*Instructions for the task:*
Nothing should be left out: output all of the entries exactly.

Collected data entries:

►

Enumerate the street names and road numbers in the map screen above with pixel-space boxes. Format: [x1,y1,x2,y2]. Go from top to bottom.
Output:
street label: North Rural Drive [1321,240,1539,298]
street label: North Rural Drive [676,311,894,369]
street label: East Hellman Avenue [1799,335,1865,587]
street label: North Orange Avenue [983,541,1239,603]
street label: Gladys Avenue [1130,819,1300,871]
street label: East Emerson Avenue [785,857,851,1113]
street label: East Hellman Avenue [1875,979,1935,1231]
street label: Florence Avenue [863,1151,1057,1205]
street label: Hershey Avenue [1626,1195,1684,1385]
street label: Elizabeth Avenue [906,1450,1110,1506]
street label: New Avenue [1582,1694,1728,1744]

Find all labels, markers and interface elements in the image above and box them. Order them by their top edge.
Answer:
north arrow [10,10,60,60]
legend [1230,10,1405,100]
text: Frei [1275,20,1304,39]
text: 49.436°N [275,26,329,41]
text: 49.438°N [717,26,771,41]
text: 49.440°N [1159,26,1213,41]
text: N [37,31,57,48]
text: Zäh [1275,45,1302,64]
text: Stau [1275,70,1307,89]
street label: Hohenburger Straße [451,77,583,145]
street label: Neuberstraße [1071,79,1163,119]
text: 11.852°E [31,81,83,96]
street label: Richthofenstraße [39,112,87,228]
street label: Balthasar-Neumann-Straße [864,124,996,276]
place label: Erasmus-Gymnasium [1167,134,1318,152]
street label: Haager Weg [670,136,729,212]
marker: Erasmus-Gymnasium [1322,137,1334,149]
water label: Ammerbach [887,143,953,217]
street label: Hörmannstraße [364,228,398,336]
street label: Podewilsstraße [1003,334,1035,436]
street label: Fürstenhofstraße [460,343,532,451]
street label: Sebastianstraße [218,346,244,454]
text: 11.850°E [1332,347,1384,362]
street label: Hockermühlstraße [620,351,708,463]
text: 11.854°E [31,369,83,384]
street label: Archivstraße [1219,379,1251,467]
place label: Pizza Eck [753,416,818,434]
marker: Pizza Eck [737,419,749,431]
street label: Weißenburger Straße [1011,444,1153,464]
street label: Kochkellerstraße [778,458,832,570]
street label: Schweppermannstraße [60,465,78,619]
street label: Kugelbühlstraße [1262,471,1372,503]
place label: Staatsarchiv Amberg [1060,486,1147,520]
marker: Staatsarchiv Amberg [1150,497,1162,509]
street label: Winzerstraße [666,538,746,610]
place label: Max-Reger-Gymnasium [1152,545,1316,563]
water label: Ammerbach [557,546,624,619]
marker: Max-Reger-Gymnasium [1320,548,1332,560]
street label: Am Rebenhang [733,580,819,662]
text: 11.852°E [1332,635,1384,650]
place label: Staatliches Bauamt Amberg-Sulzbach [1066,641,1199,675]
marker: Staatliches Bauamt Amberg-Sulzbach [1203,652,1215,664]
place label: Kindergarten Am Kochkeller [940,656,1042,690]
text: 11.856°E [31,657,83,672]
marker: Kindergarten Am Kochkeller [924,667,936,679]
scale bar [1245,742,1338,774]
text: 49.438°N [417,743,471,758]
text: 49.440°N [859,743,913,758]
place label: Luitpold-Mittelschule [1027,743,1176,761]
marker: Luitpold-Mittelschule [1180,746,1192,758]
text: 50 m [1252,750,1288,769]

◄

*Answer to this problem:*
Enumerate the street names and road numbers in the map screen above with pixel-space boxes. Format: [x1,y1,x2,y2]. Go from top to bottom.
Output:
street label: North Rural Drive [1321,240,1539,298]
street label: North Rural Drive [676,311,894,369]
street label: East Hellman Avenue [1799,335,1865,587]
street label: North Orange Avenue [983,541,1239,603]
street label: Gladys Avenue [1130,819,1300,871]
street label: East Emerson Avenue [785,857,851,1113]
street label: East Hellman Avenue [1875,979,1935,1231]
street label: Florence Avenue [863,1151,1057,1205]
street label: Hershey Avenue [1626,1195,1684,1385]
street label: Elizabeth Avenue [906,1450,1110,1506]
street label: New Avenue [1582,1694,1728,1744]

Find all labels, markers and interface elements in the image above and box them. Order them by their top edge.
Answer:
north arrow [10,10,60,60]
legend [1230,10,1405,100]
text: Frei [1275,20,1304,39]
text: 49.436°N [275,26,329,41]
text: 49.438°N [717,26,771,41]
text: 49.440°N [1159,26,1213,41]
text: N [37,31,57,48]
text: Zäh [1275,45,1302,64]
text: Stau [1275,70,1307,89]
street label: Hohenburger Straße [451,77,583,145]
street label: Neuberstraße [1071,79,1163,119]
text: 11.852°E [31,81,83,96]
street label: Richthofenstraße [39,112,87,228]
street label: Balthasar-Neumann-Straße [864,124,996,276]
place label: Erasmus-Gymnasium [1167,134,1318,152]
street label: Haager Weg [670,136,729,212]
marker: Erasmus-Gymnasium [1322,137,1334,149]
water label: Ammerbach [887,143,953,217]
street label: Hörmannstraße [364,228,398,336]
street label: Podewilsstraße [1003,334,1035,436]
street label: Fürstenhofstraße [460,343,532,451]
street label: Sebastianstraße [218,346,244,454]
text: 11.850°E [1332,347,1384,362]
street label: Hockermühlstraße [620,351,708,463]
text: 11.854°E [31,369,83,384]
street label: Archivstraße [1219,379,1251,467]
place label: Pizza Eck [753,416,818,434]
marker: Pizza Eck [737,419,749,431]
street label: Weißenburger Straße [1011,444,1153,464]
street label: Kochkellerstraße [778,458,832,570]
street label: Schweppermannstraße [60,465,78,619]
street label: Kugelbühlstraße [1262,471,1372,503]
place label: Staatsarchiv Amberg [1060,486,1147,520]
marker: Staatsarchiv Amberg [1150,497,1162,509]
street label: Winzerstraße [666,538,746,610]
place label: Max-Reger-Gymnasium [1152,545,1316,563]
water label: Ammerbach [557,546,624,619]
marker: Max-Reger-Gymnasium [1320,548,1332,560]
street label: Am Rebenhang [733,580,819,662]
text: 11.852°E [1332,635,1384,650]
place label: Staatliches Bauamt Amberg-Sulzbach [1066,641,1199,675]
marker: Staatliches Bauamt Amberg-Sulzbach [1203,652,1215,664]
place label: Kindergarten Am Kochkeller [940,656,1042,690]
text: 11.856°E [31,657,83,672]
marker: Kindergarten Am Kochkeller [924,667,936,679]
scale bar [1245,742,1338,774]
text: 49.438°N [417,743,471,758]
text: 49.440°N [859,743,913,758]
place label: Luitpold-Mittelschule [1027,743,1176,761]
marker: Luitpold-Mittelschule [1180,746,1192,758]
text: 50 m [1252,750,1288,769]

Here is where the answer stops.